The domain logic really doesn't care whether the customer information is fetched together with the order or separately (which is part of the point of the domain modeling patterns described by Evans -- we shouldn't have to worry about the plumbing when we are implementing our domain logic).

1
  • submit(customer: CustomerReadOnly) would be a good solution, if I wouldn't actually need a collection of related ARs (I tried to keep my example simple). So I'd need to load a collection of related ARs for each object in a list of objects, If I wouldn't use a read-only view. The second approach of separating data and business logic might be a better fit for me needs.
    – deamon
    Feb 27, 2021 at 15:18
1

Why would you create a ReadOnly view of Aggregate Root ? The data will be probably very much like a tree and with nesting. Inconvenient for read.

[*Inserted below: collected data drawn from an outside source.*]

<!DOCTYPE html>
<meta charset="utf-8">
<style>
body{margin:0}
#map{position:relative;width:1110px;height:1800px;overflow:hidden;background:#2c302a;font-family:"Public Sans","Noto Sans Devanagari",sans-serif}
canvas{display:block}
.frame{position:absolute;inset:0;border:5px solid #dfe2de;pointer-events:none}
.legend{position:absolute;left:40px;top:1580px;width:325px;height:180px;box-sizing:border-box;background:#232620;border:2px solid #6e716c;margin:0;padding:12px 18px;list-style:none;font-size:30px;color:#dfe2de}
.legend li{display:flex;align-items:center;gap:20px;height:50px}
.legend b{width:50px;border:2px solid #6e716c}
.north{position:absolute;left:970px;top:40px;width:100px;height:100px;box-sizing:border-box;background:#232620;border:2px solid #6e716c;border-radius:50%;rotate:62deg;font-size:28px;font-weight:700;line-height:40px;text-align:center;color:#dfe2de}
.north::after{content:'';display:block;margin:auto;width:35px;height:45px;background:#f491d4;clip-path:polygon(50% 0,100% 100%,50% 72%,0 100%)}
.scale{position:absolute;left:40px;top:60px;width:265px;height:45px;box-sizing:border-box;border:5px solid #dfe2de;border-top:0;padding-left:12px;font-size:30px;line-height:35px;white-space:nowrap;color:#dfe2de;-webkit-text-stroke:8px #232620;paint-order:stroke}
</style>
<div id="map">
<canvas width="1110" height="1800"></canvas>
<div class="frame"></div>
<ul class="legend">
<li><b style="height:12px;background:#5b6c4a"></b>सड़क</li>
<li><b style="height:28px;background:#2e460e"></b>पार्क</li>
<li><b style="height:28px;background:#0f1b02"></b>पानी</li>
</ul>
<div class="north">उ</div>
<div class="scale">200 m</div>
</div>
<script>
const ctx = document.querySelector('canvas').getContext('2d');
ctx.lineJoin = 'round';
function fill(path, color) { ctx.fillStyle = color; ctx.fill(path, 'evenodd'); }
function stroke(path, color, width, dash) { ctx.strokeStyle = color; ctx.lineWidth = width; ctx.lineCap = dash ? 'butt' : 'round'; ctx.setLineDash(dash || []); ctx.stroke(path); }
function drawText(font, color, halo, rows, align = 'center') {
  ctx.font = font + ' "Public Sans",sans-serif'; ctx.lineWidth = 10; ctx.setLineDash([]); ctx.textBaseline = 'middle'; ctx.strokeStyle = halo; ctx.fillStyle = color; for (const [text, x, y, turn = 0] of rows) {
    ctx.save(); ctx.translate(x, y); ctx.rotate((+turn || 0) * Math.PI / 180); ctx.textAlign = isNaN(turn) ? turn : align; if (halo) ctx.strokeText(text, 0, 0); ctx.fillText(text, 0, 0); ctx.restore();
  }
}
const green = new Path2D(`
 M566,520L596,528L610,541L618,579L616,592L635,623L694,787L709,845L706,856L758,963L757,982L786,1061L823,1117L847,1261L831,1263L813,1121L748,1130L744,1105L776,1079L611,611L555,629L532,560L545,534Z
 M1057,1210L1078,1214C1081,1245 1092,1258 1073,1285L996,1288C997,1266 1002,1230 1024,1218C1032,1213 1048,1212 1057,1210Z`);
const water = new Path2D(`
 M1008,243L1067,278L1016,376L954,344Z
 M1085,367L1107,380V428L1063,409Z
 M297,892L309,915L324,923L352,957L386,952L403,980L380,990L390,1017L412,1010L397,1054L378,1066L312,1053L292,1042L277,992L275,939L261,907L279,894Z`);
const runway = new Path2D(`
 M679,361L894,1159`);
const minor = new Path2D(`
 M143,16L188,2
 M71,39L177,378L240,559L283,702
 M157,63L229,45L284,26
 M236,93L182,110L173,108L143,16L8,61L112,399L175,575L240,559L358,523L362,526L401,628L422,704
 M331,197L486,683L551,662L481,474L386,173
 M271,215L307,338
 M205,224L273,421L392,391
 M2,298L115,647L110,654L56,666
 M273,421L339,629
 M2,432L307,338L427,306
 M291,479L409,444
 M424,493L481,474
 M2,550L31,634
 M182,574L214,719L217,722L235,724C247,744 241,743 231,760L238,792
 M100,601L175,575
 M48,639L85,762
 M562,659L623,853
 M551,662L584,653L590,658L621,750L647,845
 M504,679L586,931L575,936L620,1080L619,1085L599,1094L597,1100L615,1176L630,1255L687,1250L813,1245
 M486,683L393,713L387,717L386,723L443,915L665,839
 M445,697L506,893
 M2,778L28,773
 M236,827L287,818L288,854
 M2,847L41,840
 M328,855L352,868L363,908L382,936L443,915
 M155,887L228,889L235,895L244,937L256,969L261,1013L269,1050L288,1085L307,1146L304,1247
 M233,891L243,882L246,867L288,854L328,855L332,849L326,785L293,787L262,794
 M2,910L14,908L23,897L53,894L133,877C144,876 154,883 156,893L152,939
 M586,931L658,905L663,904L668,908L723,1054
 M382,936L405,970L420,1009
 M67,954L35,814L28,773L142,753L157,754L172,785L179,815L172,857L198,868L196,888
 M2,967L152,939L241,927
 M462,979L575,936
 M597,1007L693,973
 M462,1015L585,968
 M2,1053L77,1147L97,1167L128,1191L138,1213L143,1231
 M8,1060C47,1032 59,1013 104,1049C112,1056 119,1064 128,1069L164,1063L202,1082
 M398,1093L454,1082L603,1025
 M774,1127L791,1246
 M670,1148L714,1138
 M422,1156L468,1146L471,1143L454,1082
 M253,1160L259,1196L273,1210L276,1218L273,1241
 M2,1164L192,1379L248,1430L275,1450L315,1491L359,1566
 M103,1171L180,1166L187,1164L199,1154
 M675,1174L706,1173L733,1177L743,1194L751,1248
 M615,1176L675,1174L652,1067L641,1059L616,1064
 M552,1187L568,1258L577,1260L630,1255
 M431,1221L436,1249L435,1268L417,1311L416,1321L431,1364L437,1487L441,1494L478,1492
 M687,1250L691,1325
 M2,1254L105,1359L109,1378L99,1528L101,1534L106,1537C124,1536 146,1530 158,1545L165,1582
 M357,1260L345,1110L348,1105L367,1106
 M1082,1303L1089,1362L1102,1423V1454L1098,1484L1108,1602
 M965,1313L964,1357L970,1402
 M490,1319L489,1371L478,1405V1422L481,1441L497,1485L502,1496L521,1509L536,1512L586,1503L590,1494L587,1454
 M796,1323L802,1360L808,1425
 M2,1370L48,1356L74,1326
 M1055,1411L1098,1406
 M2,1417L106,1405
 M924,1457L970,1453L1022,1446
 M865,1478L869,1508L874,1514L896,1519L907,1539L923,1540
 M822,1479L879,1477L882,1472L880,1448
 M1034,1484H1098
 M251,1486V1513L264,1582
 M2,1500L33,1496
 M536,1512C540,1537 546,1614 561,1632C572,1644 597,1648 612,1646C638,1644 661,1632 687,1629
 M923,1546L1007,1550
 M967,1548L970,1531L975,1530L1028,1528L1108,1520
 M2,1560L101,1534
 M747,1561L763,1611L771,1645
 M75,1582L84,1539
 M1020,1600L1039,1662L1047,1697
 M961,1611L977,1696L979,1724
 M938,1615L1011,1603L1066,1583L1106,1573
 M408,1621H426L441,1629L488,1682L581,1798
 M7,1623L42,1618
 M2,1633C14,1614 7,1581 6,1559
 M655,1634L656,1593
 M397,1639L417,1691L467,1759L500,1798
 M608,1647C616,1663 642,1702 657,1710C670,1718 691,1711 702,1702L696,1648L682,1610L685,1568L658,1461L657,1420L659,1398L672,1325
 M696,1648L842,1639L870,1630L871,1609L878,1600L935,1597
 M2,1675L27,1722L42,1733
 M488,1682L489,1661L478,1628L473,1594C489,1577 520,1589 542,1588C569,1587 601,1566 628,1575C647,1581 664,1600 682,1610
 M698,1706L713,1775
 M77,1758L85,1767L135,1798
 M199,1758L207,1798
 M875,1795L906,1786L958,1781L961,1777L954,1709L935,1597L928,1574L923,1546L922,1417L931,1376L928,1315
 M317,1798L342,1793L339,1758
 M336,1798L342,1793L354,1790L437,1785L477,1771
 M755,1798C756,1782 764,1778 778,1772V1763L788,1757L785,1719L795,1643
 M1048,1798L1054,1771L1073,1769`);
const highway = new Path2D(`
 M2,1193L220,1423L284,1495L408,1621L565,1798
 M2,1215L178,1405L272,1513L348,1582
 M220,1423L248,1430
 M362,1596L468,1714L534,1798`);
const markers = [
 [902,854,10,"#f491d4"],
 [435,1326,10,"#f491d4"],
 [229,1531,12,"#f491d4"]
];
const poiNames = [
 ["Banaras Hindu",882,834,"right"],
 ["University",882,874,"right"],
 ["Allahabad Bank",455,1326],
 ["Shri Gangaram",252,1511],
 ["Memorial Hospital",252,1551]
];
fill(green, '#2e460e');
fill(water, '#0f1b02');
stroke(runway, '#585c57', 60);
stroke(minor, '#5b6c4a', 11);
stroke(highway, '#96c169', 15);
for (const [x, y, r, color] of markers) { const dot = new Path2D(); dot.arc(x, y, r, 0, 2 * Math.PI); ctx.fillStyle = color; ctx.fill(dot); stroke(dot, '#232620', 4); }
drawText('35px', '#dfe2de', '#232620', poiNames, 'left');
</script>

With regards of Read Only model I would be thinking of some sort of Projection. A flattened model dedicated for read.

1
  • In the actual application I need a collections of related aggregate roots (AR), and not only for a single referencing AR but for many. That makes it very inconvenient to load all the nested objects in a service. But I need all those objects for a complex processing step. If it were only for viewing them, then I'd agree that a specialized projection would be best. But since I need a "real" domain object that is in principle the same as the AR with IDs / read-only view, I cannot come up with a proper solution besides ID references or read-only views.